__Task statement__
Every line with the string "dash" must be copied from the entries below.

(Dataset records)
********************

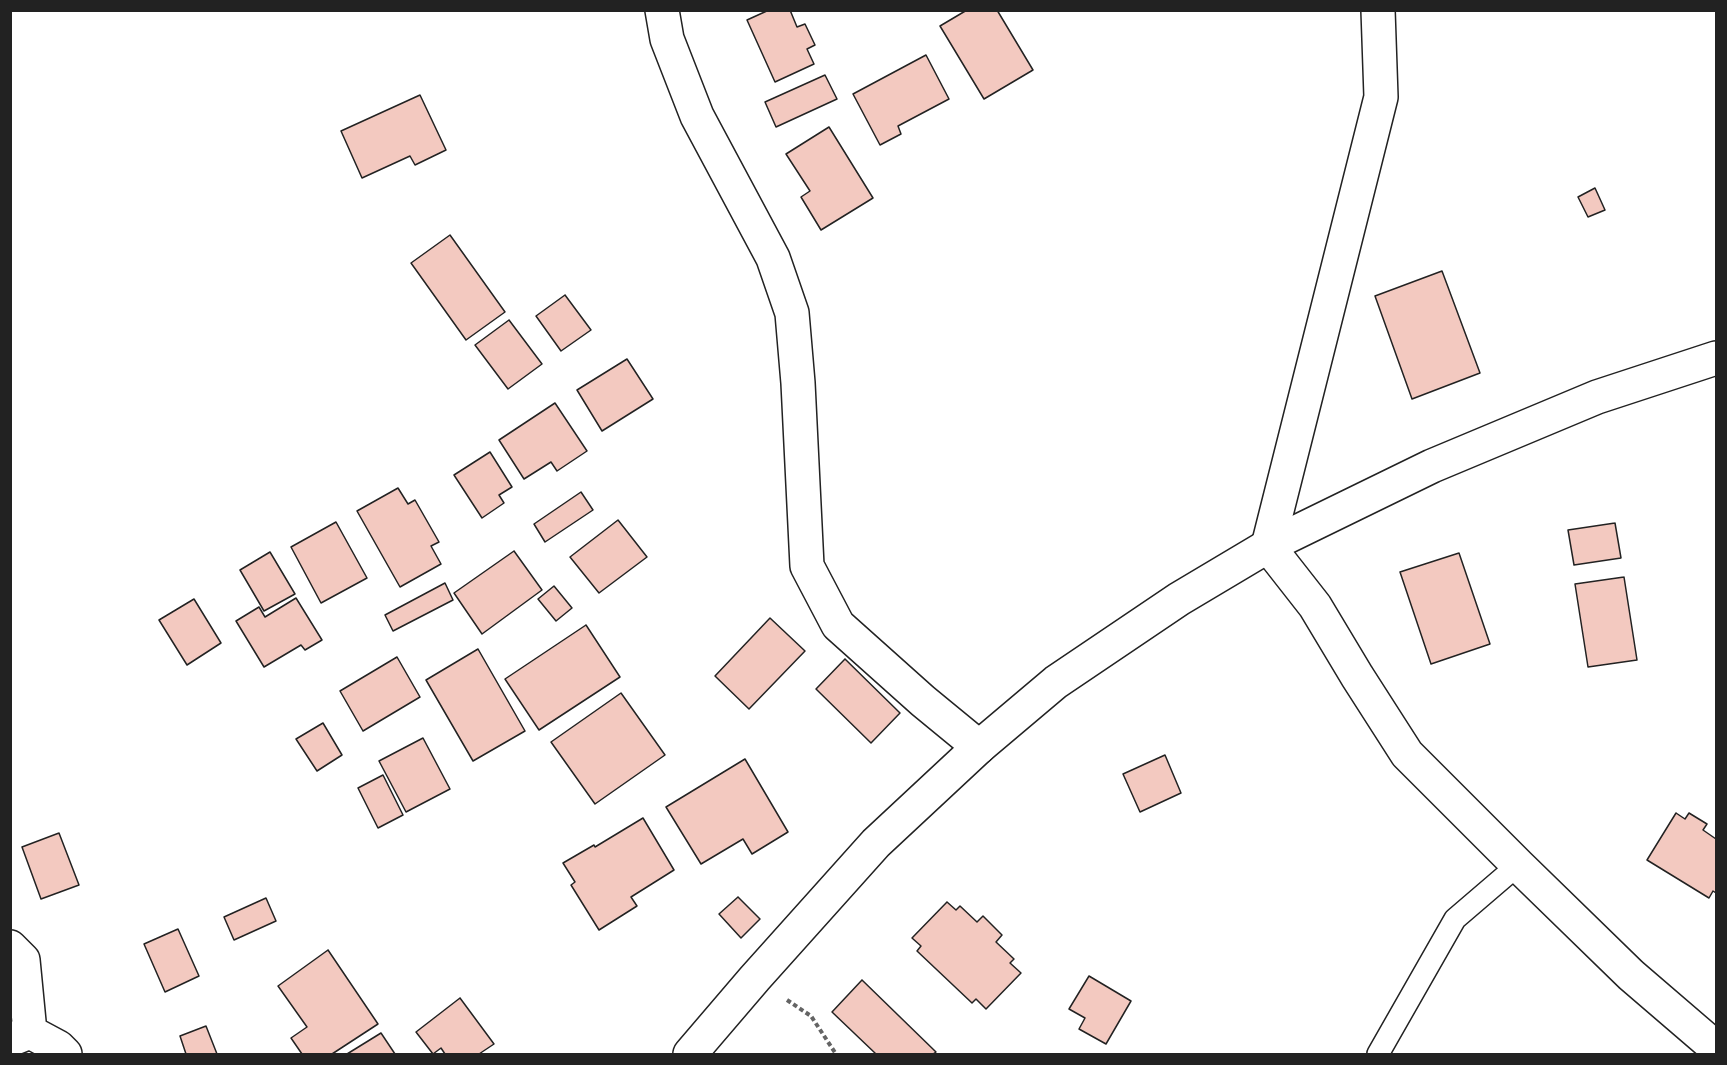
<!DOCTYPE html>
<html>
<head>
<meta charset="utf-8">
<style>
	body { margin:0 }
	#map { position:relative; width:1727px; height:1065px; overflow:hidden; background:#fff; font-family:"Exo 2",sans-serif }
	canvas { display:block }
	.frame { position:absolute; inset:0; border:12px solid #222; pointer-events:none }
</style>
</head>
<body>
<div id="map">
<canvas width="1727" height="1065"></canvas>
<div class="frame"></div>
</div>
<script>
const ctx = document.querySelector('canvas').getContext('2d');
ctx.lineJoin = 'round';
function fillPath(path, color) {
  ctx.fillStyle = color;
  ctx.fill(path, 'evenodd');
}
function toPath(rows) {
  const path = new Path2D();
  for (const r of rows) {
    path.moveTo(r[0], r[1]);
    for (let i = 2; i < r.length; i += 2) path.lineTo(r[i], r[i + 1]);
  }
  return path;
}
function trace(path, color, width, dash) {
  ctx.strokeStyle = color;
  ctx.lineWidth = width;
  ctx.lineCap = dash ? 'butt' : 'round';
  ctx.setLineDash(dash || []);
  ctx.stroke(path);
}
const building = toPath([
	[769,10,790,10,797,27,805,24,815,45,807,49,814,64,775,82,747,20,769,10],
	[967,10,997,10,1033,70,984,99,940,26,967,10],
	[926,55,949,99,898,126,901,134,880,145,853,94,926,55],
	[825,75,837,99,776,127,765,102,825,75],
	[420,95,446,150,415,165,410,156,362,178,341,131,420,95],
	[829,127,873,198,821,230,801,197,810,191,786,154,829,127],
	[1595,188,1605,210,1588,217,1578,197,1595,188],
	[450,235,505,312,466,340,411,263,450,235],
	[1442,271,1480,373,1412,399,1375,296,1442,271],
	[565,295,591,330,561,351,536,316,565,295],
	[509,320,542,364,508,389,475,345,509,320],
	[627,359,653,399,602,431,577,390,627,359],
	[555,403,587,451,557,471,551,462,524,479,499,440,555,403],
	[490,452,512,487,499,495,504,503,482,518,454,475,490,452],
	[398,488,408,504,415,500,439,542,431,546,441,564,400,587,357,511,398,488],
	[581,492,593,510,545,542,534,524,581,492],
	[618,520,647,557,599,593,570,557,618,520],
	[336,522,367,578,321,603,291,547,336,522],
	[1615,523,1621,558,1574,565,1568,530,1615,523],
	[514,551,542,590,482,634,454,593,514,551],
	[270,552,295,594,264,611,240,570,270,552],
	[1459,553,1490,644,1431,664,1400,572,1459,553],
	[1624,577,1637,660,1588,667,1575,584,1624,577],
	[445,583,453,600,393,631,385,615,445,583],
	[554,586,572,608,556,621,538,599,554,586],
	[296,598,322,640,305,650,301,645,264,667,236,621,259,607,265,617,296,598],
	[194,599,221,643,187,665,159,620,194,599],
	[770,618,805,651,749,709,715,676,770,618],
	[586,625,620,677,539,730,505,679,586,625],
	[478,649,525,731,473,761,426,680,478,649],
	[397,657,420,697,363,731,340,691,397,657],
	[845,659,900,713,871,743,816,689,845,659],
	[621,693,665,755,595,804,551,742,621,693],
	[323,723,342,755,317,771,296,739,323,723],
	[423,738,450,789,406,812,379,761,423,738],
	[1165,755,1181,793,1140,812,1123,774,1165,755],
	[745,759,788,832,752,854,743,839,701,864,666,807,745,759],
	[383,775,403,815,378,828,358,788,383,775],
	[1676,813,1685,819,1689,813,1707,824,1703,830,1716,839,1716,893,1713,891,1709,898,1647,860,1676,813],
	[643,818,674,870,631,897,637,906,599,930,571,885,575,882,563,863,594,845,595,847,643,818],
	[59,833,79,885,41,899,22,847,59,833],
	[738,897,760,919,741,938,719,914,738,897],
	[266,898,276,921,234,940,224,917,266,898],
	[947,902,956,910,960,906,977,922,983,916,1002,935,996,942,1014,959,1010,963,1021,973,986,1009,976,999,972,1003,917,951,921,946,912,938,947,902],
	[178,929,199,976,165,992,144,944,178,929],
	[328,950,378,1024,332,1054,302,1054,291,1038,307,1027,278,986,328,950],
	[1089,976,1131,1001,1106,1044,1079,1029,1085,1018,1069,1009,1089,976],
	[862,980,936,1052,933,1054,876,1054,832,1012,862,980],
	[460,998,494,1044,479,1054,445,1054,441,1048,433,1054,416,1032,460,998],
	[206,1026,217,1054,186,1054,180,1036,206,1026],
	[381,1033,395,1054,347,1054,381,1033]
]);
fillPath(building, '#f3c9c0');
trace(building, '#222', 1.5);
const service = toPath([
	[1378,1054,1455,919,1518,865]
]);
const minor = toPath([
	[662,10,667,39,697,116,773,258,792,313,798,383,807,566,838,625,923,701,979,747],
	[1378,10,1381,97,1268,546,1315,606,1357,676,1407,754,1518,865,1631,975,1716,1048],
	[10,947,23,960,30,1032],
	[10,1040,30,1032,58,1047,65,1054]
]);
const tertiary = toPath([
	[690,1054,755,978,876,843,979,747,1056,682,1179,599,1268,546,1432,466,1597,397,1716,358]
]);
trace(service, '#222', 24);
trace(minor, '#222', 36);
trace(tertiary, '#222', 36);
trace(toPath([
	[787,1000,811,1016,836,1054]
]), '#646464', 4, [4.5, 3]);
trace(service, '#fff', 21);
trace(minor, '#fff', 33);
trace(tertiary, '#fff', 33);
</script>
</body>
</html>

********************

__Task result__
function trace(path, color, width, dash) {
  ctx.lineCap = dash ? 'butt' : 'round';
  ctx.setLineDash(dash || []);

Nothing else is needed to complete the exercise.